Collection entries:
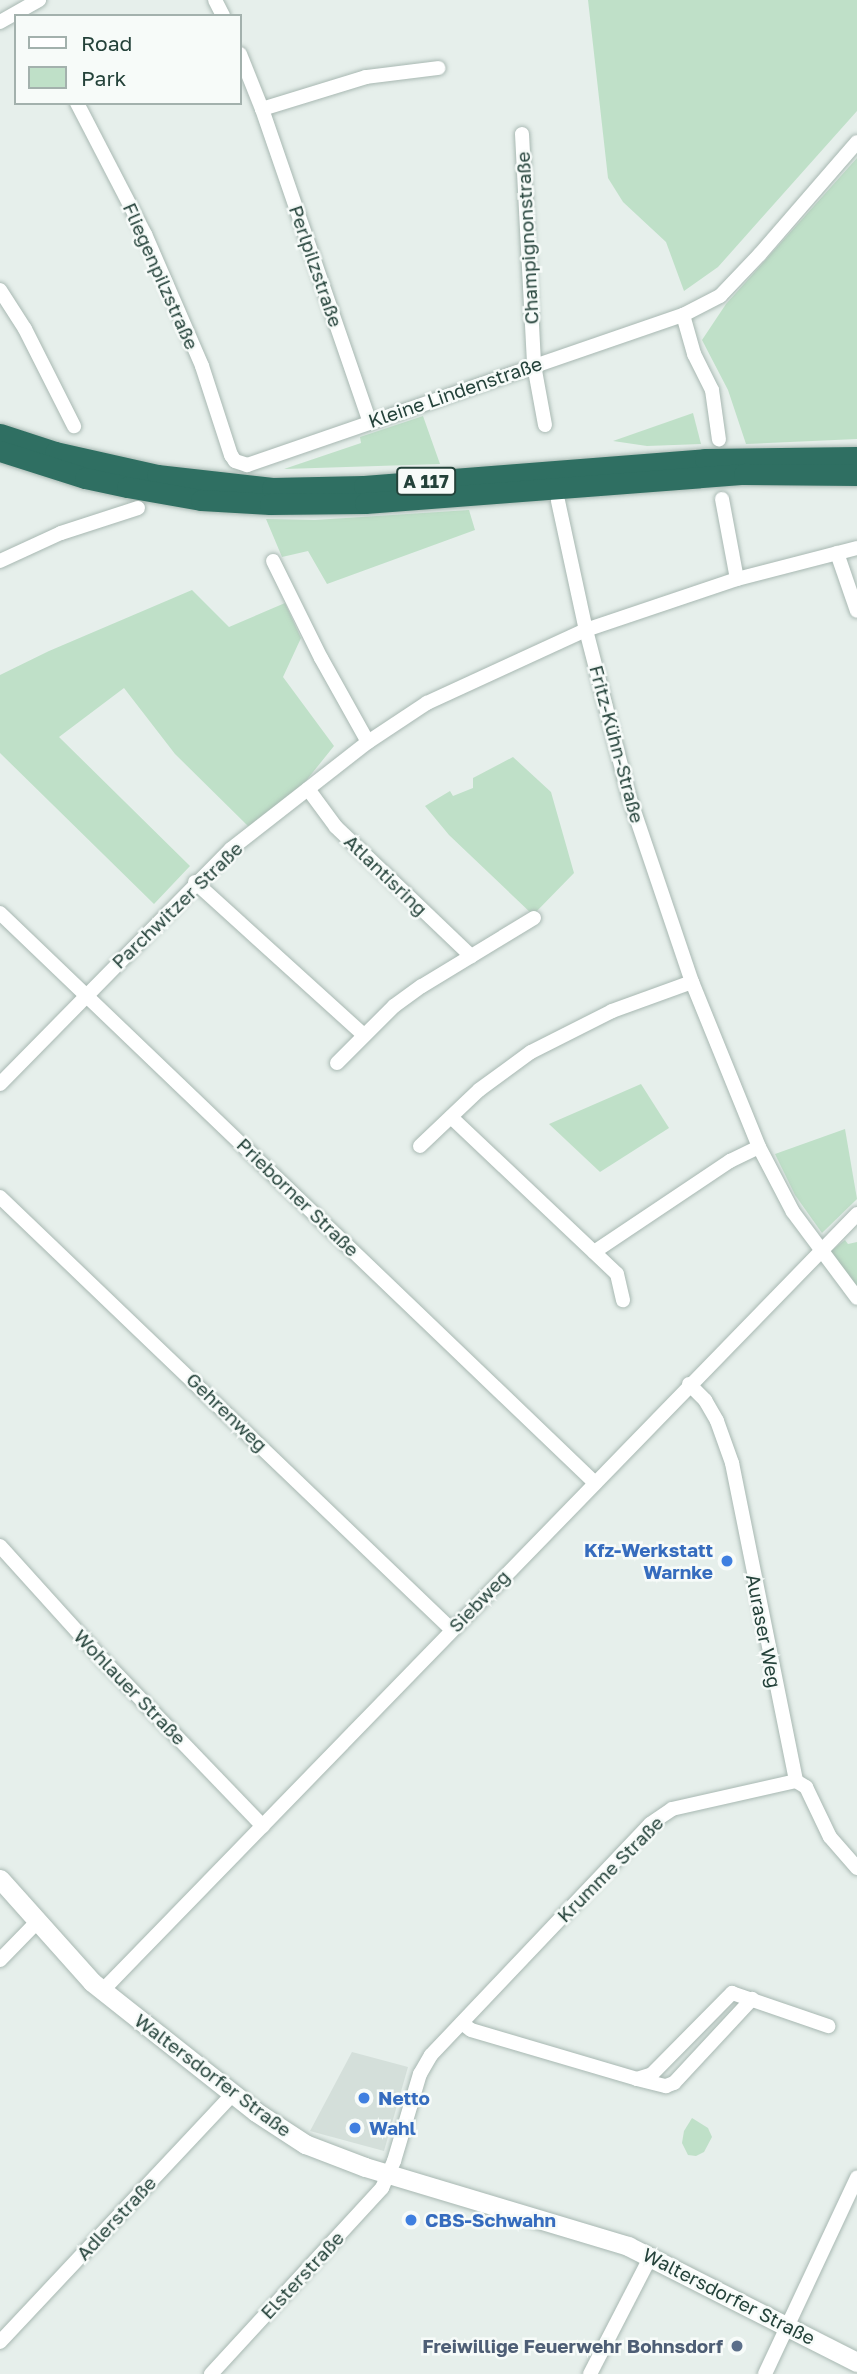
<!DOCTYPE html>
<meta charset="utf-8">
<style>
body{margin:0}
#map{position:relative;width:857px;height:2374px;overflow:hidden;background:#e6efeb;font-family:"Golos Text",sans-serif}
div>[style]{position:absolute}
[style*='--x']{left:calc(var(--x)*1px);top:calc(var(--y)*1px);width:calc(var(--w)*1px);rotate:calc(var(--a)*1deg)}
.built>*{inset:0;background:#d4dfda}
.green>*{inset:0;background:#bfe0c8}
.roads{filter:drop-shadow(0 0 2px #a8b8b2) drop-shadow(0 0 2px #a8b8b2)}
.street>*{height:14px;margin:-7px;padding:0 7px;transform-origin:7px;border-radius:7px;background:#fff}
.secondary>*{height:19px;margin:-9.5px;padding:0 9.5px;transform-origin:9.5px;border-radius:9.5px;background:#fff}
.highway>*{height:21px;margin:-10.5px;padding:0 10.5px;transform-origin:10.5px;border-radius:10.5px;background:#2f6f62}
.dots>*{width:19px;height:19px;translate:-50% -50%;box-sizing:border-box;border:4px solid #f7fbf9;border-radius:50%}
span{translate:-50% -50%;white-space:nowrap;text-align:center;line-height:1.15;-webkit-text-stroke:5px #f7fbf9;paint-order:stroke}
.shield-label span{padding:2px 5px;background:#f7fbf9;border:2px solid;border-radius:5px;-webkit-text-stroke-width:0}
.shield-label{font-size:18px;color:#24423a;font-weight:700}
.street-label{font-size:19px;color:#24423a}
.shop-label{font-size:19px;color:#366cbe;font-weight:700}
.right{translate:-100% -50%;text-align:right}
.left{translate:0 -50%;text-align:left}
.service-label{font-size:19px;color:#4e5e75;font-weight:700}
.legend{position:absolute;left:14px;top:14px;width:228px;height:91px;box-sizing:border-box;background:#f7fbf9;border:2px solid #a3b1ad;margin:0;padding:9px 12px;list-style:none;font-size:21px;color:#24423a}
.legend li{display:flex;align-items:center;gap:14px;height:35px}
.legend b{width:35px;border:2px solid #a3b1ad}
</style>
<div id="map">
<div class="built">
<i style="clip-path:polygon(352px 2052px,408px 2067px,384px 2151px,310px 2131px)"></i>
</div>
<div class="green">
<i style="clip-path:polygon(588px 0,857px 0,857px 111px,718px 267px,684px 291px,666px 242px,623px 202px,608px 178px)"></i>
<i style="clip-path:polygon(857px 158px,857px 439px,746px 444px,728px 390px,702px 340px,726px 304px)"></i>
<i style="clip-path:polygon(693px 413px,701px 444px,647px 446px,613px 441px)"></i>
<i style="clip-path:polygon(423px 416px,440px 464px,284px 469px,361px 443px,360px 437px)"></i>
<i style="clip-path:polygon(469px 510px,475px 530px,327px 584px,308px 551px,282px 557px,266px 519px,315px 520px)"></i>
<i style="clip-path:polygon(192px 590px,229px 627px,285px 603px,301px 638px,283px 677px,334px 746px,301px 787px,249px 827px,175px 754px,124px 688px,59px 737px,190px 866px,154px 904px,0 753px,0 675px,49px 651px)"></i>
<i style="clip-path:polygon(513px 757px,551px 792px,574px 873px,533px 915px,449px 835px,425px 806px,450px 791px,453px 796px,473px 788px,473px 778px)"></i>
<i style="clip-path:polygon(641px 1084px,669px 1128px,600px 1172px,549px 1124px)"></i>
<i style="clip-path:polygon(845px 1129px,857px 1199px,822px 1233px,795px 1195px,775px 1154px)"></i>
<i style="clip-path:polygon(845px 1240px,848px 1244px,857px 1242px,857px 1290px,831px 1251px)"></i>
<i style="clip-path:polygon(692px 2118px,708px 2128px,712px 2137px,704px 2152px,696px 2156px,688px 2155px,682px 2143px,684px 2131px)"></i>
</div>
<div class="roads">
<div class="street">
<i style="--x:215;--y:0;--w:18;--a:63"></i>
<i style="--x:0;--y:22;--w:45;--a:-29.4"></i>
<i style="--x:240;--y:54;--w:59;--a:68.2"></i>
<i style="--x:262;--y:109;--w:331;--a:71"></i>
<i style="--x:77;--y:103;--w:148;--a:62.6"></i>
<i style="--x:145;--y:234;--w:144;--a:66.6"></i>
<i style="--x:202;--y:366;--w:94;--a:72"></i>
<i style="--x:231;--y:455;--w:7;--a:56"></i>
<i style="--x:235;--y:461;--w:13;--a:18"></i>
<i style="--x:247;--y:465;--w:461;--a:-19"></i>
<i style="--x:683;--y:315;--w:42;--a:-27.2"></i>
<i style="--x:720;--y:296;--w:58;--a:-46.4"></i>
<i style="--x:760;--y:254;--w:148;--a:-49.1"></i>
<i style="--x:262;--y:109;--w:109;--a:-17.1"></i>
<i style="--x:366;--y:77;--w:73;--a:-7.1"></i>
<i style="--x:522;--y:134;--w:231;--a:87"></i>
<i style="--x:534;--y:365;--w:61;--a:79.6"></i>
<i style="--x:0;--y:290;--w:46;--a:57.3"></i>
<i style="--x:25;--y:329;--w:109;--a:63.2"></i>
<i style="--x:683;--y:315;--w:41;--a:74.2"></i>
<i style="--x:694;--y:354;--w:40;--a:63.4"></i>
<i style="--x:712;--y:390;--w:50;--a:82"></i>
<i style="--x:722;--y:499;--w:81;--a:79.4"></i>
<i style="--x:558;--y:501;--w:132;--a:77.8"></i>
<i style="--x:586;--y:630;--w:171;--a:75.5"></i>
<i style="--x:629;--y:796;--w:196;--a:71.3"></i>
<i style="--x:692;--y:982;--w:178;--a:67.9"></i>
<i style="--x:759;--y:1147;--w:73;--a:62.4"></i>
<i style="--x:793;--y:1212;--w:107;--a:53.3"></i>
<i style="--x:837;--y:553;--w:61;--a:71"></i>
<i style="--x:0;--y:561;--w:67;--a:-24.7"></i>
<i style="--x:61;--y:533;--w:81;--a:-18"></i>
<i style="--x:273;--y:561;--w:108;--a:63.7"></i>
<i style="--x:321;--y:658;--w:96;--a:60.8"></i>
<i style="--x:308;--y:789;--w:47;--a:53.6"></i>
<i style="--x:336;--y:827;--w:187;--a:43.7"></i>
<i style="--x:195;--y:882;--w:228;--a:42.2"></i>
<i style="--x:0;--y:913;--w:824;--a:43.77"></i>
<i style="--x:337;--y:1063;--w:81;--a:-45"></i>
<i style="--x:394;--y:1006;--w:34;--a:-36"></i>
<i style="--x:422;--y:986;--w:131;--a:-31.3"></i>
<i style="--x:0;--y:1084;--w:330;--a:-45.5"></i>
<i style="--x:231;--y:849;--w:174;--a:-38"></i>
<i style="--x:368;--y:742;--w:71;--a:-33.5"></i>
<i style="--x:427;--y:703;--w:175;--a:-24.7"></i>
<i style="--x:586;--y:630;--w:159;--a:-18.7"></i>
<i style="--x:737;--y:579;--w:124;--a:-14.5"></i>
<i style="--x:451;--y:1117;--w:228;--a:43.4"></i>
<i style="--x:617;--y:1274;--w:27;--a:77"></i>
<i style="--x:420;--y:1146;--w:81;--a:-43.5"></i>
<i style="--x:479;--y:1090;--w:64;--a:-36.2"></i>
<i style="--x:531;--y:1052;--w:91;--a:-26.8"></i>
<i style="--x:612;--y:1011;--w:85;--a:-19.9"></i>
<i style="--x:0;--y:1197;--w:626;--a:43.77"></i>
<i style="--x:594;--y:1252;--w:164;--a:-33.8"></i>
<i style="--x:730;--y:1161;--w:32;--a:-26"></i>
<i style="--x:689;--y:1384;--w:23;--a:45"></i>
<i style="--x:705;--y:1400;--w:24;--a:60"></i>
<i style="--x:717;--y:1421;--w:45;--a:70.3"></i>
<i style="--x:732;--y:1463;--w:324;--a:78.6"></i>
<i style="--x:0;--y:1546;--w:155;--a:47.9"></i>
<i style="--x:104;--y:1661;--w:229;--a:46.1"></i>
<i style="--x:796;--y:1781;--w:12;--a:31"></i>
<i style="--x:806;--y:1787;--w:55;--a:64.4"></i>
<i style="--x:830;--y:1837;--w:41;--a:48.9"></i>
<i style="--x:0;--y:1960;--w:53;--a:-45.8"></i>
<i style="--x:103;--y:1990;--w:1082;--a:-45.82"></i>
<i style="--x:462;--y:2023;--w:11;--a:38"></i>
<i style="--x:471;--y:2030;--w:173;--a:16.4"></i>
<i style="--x:637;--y:2079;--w:16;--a:-18"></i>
<i style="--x:652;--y:2074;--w:114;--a:-45.4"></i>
<i style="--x:732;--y:1993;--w:102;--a:19"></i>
<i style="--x:637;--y:2079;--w:30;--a:14"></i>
<i style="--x:666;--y:2086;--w:9;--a:-21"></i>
<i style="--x:674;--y:2083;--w:115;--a:-47.1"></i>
<i style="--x:0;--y:2342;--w:340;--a:-46.8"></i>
<i style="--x:211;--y:2374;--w:253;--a:-47.4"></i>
<i style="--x:382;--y:2188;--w:30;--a:-66"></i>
<i style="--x:394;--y:2161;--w:91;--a:-73.4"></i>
<i style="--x:420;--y:2074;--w:22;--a:-60"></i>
<i style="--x:431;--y:2055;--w:318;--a:-46.5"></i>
<i style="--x:650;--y:1824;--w:27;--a:-34"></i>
<i style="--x:672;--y:1809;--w:127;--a:-12.7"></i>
<i style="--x:590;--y:2374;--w:133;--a:-62.7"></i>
<i style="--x:765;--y:2374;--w:217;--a:-64.9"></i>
</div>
<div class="secondary">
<i style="--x:0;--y:1879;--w:138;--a:48.2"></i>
<i style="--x:92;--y:1982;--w:209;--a:38.4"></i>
<i style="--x:256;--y:2112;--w:59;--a:33.1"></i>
<i style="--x:305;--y:2144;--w:64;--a:21"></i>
<i style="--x:365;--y:2167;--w:275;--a:16.7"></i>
<i style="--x:628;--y:2246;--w:257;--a:26.9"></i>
</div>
<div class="highway">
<i style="--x:0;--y:434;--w:58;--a:18.1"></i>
<i style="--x:55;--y:452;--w:105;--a:12.7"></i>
<i style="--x:157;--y:475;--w:116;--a:6.4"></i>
<i style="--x:272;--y:488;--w:92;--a:-1.2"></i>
<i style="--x:364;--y:486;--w:342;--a:-4.5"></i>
<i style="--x:705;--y:459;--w:152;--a:-0.8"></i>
<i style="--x:0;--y:451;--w:89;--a:17.6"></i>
<i style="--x:85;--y:478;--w:43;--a:12.1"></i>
<i style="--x:127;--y:487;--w:75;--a:10"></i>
<i style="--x:201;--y:500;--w:69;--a:3.3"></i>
<i style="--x:270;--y:504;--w:95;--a:-0.6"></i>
<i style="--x:365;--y:503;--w:380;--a:-4.4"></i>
<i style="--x:744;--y:474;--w:113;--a:0.5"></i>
</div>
</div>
<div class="dots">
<i style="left:727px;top:1561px;background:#3f7fe0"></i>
<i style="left:364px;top:2098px;background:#3f7fe0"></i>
<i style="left:355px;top:2128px;background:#3f7fe0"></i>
<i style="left:411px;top:2220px;background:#3f7fe0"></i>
<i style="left:737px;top:2346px;background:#5c6f8a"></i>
</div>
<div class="shield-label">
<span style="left:426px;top:481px">A 117</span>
</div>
<div class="street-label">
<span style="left:527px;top:238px;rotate:-93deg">Champignonstraße</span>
<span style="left:316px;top:266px;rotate:71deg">Perlpilzstraße</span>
<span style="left:161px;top:276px;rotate:66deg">Fliegenpilzstraße</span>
<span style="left:455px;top:392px;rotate:-19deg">Kleine Lindenstraße</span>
<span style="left:617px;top:744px;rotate:75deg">Fritz-Kühn-Straße</span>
<span style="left:386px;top:875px;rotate:44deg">Atlantisring</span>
<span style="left:177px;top:905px;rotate:-44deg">Parchwitzer Straße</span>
<span style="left:298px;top:1197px;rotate:44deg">Prieborner Straße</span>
<span style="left:227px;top:1412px;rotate:44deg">Gehrenweg</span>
<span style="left:479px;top:1601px;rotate:-46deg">Siebweg</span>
<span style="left:764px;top:1631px;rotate:79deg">Auraser Weg</span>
<span style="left:130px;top:1687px;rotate:46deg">Wohlauer Straße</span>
<span style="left:610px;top:1869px;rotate:-45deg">Krumme Straße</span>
<span style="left:213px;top:2075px;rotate:37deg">Waltersdorfer Straße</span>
<span style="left:116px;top:2218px;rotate:-47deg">Adlerstraße</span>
<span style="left:302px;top:2275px;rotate:-47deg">Elsterstraße</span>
<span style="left:729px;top:2296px;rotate:27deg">Waltersdorfer Straße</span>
</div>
<div class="shop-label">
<span class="right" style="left:713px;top:1561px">Kfz-Werkstatt<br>Warnke</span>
<span class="left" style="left:378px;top:2098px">Netto</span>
<span class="left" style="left:369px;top:2128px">Wahl</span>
<span class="left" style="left:425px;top:2220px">CBS-Schwahn</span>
</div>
<div class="service-label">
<span class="right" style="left:723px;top:2346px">Freiwillige Feuerwehr Bohnsdorf</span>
</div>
<ul class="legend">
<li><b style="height:9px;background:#fff"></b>Road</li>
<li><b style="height:19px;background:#bfe0c8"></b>Park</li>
</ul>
</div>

§ EXERCISE DESCRIPTION
Bring together every line in the entries that holds the string "roads".

§ ANSWER TO THIS PROBLEM
.roads{filter:drop-shadow(0 0 2px #a8b8b2) drop-shadow(0 0 2px #a8b8b2)}
<div class="roads">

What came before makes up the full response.